Material with superior damage tolerance, chemical durability, and structure stability is of increasing interest in high-level radioactive waste management and structural components for advanced nuclear systems. In this paper, high-entropy (La0.2Ce0.2Nd0.2Sm0.2Gd0.2)2Zr2O7 with pyrochlore-type structure was synthesized through conventional solid-state method. The as-synthesized high-entropy oxide maintained crystalline after being irradiated by using Au3+ with 9.0 MeV energy at the fluence of 4.5 × 1015 ions·cm-2, indicating its high tolerance to heavy-ion irradiation.
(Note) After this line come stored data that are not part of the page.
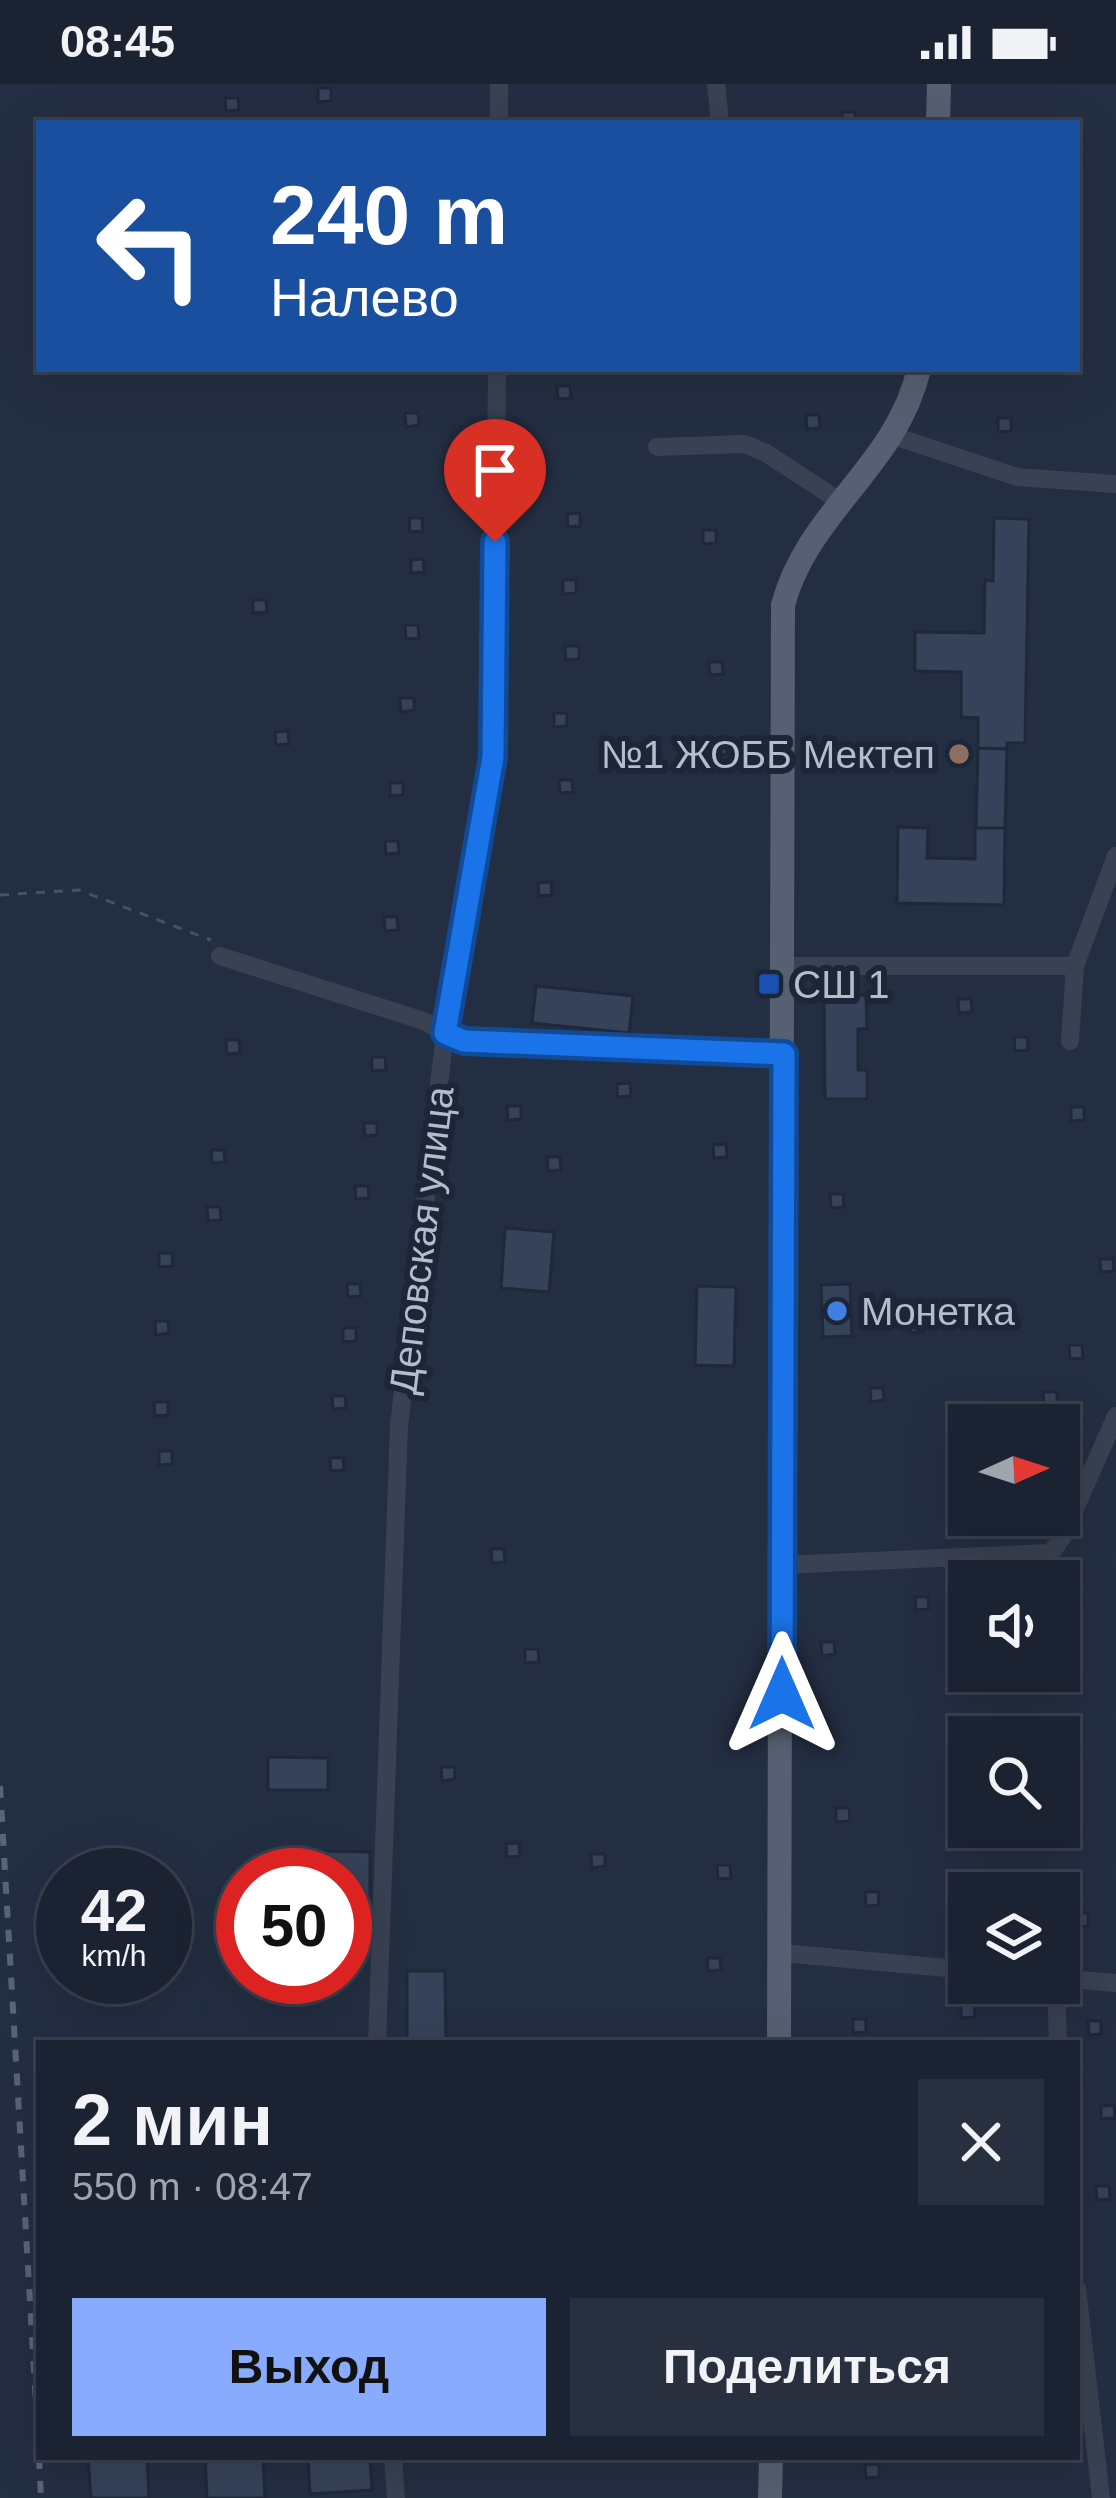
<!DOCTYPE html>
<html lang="ru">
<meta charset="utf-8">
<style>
:root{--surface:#1b2232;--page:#282f3e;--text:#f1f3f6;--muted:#a0a4ac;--line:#393f4d;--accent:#88abfe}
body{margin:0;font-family:Arial,sans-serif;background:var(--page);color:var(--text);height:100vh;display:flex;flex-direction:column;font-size:45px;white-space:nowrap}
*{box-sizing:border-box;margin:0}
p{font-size:39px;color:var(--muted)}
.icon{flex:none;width:66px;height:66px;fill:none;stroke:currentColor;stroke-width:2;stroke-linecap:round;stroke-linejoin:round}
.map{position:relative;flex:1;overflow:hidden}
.panel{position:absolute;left:36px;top:1956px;width:1044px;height:420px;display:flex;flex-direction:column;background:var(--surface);border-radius:0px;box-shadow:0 12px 48px #0002,0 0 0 3px var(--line)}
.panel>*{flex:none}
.guide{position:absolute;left:36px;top:36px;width:1044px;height:252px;border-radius:0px;box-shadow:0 12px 48px #0002,0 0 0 3px var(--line);background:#1a4fa0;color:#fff;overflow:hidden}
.needle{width:78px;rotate:87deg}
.fabs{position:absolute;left:948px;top:1320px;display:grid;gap:24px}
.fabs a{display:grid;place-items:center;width:132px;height:132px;border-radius:0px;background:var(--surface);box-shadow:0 12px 48px #0002,0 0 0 3px var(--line);font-size:60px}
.speed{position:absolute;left:36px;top:1764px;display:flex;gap:24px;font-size:60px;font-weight:700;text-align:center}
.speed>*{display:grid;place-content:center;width:156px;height:156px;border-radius:50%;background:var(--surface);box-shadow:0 12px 48px #0002,0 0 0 3px var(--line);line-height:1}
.speed small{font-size:30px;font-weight:400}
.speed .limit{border:18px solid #d22;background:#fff;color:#111}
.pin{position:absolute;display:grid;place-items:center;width:102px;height:102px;color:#fff;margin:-123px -51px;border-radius:50% 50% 50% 0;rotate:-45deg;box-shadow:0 0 12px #0007}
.pin .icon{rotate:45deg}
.me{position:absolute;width:132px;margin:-66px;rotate:0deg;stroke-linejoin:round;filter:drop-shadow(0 0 9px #0008)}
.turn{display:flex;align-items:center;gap:42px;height:252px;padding:0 36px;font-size:54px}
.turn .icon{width:156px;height:156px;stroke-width:2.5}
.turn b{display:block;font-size:84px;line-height:102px}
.round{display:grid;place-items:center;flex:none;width:126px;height:126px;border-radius:0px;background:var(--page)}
.headline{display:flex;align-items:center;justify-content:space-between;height:204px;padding:0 36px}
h1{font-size:72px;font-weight:700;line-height:90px}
.action{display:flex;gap:24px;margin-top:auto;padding:24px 36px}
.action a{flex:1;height:138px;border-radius:0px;background:var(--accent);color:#111;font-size:48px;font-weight:700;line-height:138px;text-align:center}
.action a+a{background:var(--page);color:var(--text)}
.status{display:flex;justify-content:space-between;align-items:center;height:84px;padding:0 60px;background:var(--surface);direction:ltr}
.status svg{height:33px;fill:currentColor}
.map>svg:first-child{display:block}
.building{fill:#364259;stroke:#1f2839;stroke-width:3}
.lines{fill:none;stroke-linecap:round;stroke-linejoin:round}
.path{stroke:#40565b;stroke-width:3;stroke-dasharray:9 9;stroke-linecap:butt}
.minor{stroke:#394152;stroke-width:18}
.major{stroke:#576072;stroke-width:24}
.rail{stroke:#5a6479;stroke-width:6;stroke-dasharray:12 12;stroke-linecap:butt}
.route-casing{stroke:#114b97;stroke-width:30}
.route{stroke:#1a73e8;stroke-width:21}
.education-dot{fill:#8d6e63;stroke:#1d2637;stroke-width:4.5}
.transit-dot{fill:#1a4fb4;stroke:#1d2637;stroke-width:4.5}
.shop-dot{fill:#3f7fe0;stroke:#1d2637;stroke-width:4.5}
.labels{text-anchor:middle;stroke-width:12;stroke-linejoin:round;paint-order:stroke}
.poi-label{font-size:39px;fill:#b5bccc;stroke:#1d2637;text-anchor:start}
.street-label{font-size:39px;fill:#b5bccc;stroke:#1d2637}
</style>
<div class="status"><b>08:45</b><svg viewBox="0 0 49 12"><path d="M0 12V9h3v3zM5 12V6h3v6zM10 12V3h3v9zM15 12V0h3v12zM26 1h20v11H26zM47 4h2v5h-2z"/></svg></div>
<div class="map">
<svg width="1116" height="2414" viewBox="0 0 1116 2414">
<rect width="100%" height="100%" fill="#242e42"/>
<path class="building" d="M 318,4 L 331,4 L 331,17 L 318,18 Z
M 225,14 L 238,14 L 239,26 L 226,27 Z
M 842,28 L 855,28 L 856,39 L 843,39 Z
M 557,302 L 570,302 L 571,314 L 558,315 Z
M 405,329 L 418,329 L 419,341 L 406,343 Z
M 806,331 L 819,331 L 820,344 L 807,345 Z
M 998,334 L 1011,334 L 1011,347 L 998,348 Z
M 580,429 L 580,442 L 568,443 L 567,430 Z
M 409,434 L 422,434 L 423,447 L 410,448 Z
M 994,434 L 1029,435 L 1025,659 L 1007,659 L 1007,665 L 978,664 L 978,634 L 961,633 L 961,588 L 915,587 L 915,548 L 984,549 L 985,496 L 993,497 Z
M 703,446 L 716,446 L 716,459 L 703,460 Z
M 423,475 L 424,488 L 411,489 L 411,476 Z
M 563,496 L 576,496 L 576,509 L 563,510 Z
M 253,516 L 266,516 L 267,528 L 253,529 Z
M 405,541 L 418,541 L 419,554 L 406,555 Z
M 565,562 L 579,562 L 579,575 L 566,576 Z
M 709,578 L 722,578 L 723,590 L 710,591 Z
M 400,614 L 414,614 L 414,626 L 401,628 Z
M 554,629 L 567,629 L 567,642 L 554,643 Z
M 288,647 L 289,660 L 276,661 L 275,648 Z
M 726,657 L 727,670 L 714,671 L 713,658 Z
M 978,664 L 1007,665 L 1005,744 L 976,744 Z
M 559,696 L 572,696 L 573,708 L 560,709 Z
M 390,699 L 403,699 L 403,711 L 390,712 Z
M 898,743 L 928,744 L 927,774 L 975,775 L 975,744 L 1005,744 L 1004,821 L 897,819 Z
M 385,757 L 398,757 L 399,769 L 386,770 Z
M 551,798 L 552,811 L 539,812 L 538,799 Z
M 384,833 L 397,833 L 398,846 L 385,847 Z
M 536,902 L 633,912 L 629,949 L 532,939 Z
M 866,911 L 867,945 L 858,945 L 858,986 L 867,986 L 867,1015 L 825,1015 L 824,912 Z
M 958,915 L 971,915 L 972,928 L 959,929 Z
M 1014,953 L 1027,953 L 1028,966 L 1015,967 Z
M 226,956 L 239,956 L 240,969 L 227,970 Z
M 372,973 L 385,973 L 386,986 L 372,987 Z
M 630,999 L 631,1012 L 617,1013 L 617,1000 Z
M 507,1022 L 521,1022 L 521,1035 L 508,1036 Z
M 1071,1023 L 1084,1023 L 1084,1036 L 1071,1037 Z
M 364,1039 L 377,1039 L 377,1051 L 365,1052 Z
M 726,1060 L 727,1073 L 714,1074 L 713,1061 Z
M 211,1066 L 224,1066 L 225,1078 L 212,1079 Z
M 547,1073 L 560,1073 L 561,1086 L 548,1087 Z
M 355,1102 L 368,1102 L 369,1114 L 356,1115 Z
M 830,1110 L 843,1110 L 844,1123 L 831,1124 Z
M 207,1123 L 220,1123 L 221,1136 L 208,1137 Z
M 505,1144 L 554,1148 L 549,1208 L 501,1204 Z
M 159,1169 L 172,1169 L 173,1182 L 159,1183 Z
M 1100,1175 L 1113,1175 L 1114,1187 L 1101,1188 Z
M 347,1200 L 360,1200 L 361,1212 L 348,1213 Z
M 850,1200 L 852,1252 L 823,1253 L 821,1201 Z
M 697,1202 L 736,1203 L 734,1282 L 695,1281 Z
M 910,1236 L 923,1236 L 924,1248 L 911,1249 Z
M 155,1237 L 168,1237 L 169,1249 L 156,1251 Z
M 343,1244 L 356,1244 L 356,1257 L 343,1258 Z
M 1069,1261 L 1082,1261 L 1083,1274 L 1070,1275 Z
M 870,1304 L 883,1304 L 884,1316 L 871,1318 Z
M 1043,1308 L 1057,1308 L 1057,1320 L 1044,1322 Z
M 332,1312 L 345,1312 L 346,1324 L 333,1325 Z
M 154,1318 L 168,1318 L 168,1331 L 155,1332 Z
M 159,1367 L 172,1367 L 172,1380 L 159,1381 Z
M 330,1374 L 343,1374 L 344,1386 L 331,1387 Z
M 491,1465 L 504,1465 L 505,1478 L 492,1479 Z
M 915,1513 L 928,1513 L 929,1525 L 916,1526 Z
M 1061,1527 L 1074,1527 L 1075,1539 L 1062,1540 Z
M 821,1558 L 834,1558 L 835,1570 L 822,1572 Z
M 525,1565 L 538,1565 L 539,1578 L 525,1579 Z
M 268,1673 L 328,1674 L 328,1706 L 268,1706 Z
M 441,1683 L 455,1683 L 455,1695 L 442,1697 Z
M 836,1724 L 849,1724 L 850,1737 L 836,1738 Z
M 519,1759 L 520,1772 L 507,1773 L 506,1760 Z
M 316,1767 L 370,1768 L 370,1814 L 345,1813 L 345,1791 L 316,1791 Z
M 591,1770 L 605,1770 L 605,1782 L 592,1784 Z
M 717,1781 L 730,1781 L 731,1794 L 718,1795 Z
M 865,1808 L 878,1808 L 879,1821 L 866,1822 Z
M 1074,1829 L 1088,1829 L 1088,1842 L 1075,1843 Z
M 707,1874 L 720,1874 L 721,1886 L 708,1887 Z
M 407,1887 L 445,1887 L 446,1959 L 407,1959 Z
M 961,1920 L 974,1920 L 975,1933 L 961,1934 Z
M 853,1935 L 866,1935 L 866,1948 L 853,1949 Z
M 1088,1937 L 1101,1937 L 1101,1950 L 1089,1951 Z
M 1114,2021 L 1115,2034 L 1101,2035 L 1101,2022 Z
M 1096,2102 L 1109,2102 L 1110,2115 L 1097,2116 Z
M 88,2373 L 147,2373 L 149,2414 L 91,2414 Z
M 205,2373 L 263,2373 L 265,2414 L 207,2414 Z
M 308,2373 L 370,2373 L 372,2406 L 310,2410 Z
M 879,2380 L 879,2393 L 866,2394 L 865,2381 Z"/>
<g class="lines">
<path class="path" d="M 0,811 L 79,806 L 211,856"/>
<path class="minor" d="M 716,0 L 720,39
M 499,39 L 499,0
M 894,352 L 1017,393 L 1116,400
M 657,363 L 745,360 L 766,369 L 841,418
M 220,872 L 424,937 L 457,956 L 784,970
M 785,882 L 1075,882
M 1070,957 L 1075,882 L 1116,772
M 782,1481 L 1051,1469 L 1063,1452 L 1116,1332
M 781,1869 L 969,1886
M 1059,1894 L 1116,1899
M 1056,1899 L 1058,1959
M 377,1959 L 399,1341 L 445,949 L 493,673 L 497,285
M 1077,2204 L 1101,2414
M 393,2373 L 396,2414"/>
<path class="major" d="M 938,39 L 939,0
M 779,1959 L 783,521 C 808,427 896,383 919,285
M 770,2414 L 771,2373"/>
<path class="rail" d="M 0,1702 L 39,2372
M 39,2373 L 41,2414"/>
</g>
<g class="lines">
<defs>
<path id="route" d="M 495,458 L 493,673 L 445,949 L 464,957 L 784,970 L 782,1610"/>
</defs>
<use href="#route" class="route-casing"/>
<use href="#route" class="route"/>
</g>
<circle class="education-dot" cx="959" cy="670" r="12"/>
<rect class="transit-dot" x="757" y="888" width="24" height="24" rx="6"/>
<circle class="shop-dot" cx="837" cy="1227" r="12"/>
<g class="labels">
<g class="poi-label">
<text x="935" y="684" text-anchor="end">№1 ЖОББ Мектеп</text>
<text x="793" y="914">СШ 1</text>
<text x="861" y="1241">Монетка</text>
</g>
<g class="street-label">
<text transform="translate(421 1156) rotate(-83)" y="14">Деповская улица</text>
</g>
</g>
</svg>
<div class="fabs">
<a><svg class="needle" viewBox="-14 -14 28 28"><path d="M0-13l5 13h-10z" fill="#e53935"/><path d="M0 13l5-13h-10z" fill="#a0a4ac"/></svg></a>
<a><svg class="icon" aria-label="sound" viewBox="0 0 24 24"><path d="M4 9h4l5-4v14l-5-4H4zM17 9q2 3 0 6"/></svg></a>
<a><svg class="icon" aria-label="search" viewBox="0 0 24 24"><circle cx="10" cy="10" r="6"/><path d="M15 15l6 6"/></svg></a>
<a><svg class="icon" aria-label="layers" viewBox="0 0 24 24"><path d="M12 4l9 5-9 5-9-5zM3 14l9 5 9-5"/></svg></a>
</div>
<div class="speed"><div>42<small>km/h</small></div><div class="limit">50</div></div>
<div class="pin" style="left:495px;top:458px;background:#d93025"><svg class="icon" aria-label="arrive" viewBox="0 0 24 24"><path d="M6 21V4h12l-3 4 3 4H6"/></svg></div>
<svg class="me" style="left:782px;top:1610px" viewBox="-20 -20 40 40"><path d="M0-17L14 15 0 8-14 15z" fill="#1a73e8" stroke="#fff" stroke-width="4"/></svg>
<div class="guide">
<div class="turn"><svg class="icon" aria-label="left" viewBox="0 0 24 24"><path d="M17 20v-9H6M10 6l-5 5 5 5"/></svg><div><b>240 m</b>Налево</div></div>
</div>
<section class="panel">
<div class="headline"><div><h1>2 мин</h1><p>550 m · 08:47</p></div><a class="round"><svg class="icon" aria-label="close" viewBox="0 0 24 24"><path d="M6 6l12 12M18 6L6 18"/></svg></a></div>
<div class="action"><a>Выход</a><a>Поделиться</a></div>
</section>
</div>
The irradiation-induced order-disorder transition from pyrochlore structure to defective fluorite structure occurred in high-entropy (La0.2Ce0.2Nd0.2Sm0.2Gd0.2)2Zr2O7. After irradiation, no irradiation-induced segregation was observed at grain boundary. Moreover, the mechanical properties of high-entropy pyrochlore were improved. The heavy-ion irradiation resistance mechanisms of high-entropy pyrochlore were discussed in detail. Our work identified high-entropy (La0.2Ce0.2Nd0.2Sm0.2Gd0.2)2Zr2O7 can be a promising candidate for immobilization of high-level radioactive waste as well as advanced nuclear reactor system from the perspective of irradiation resistance.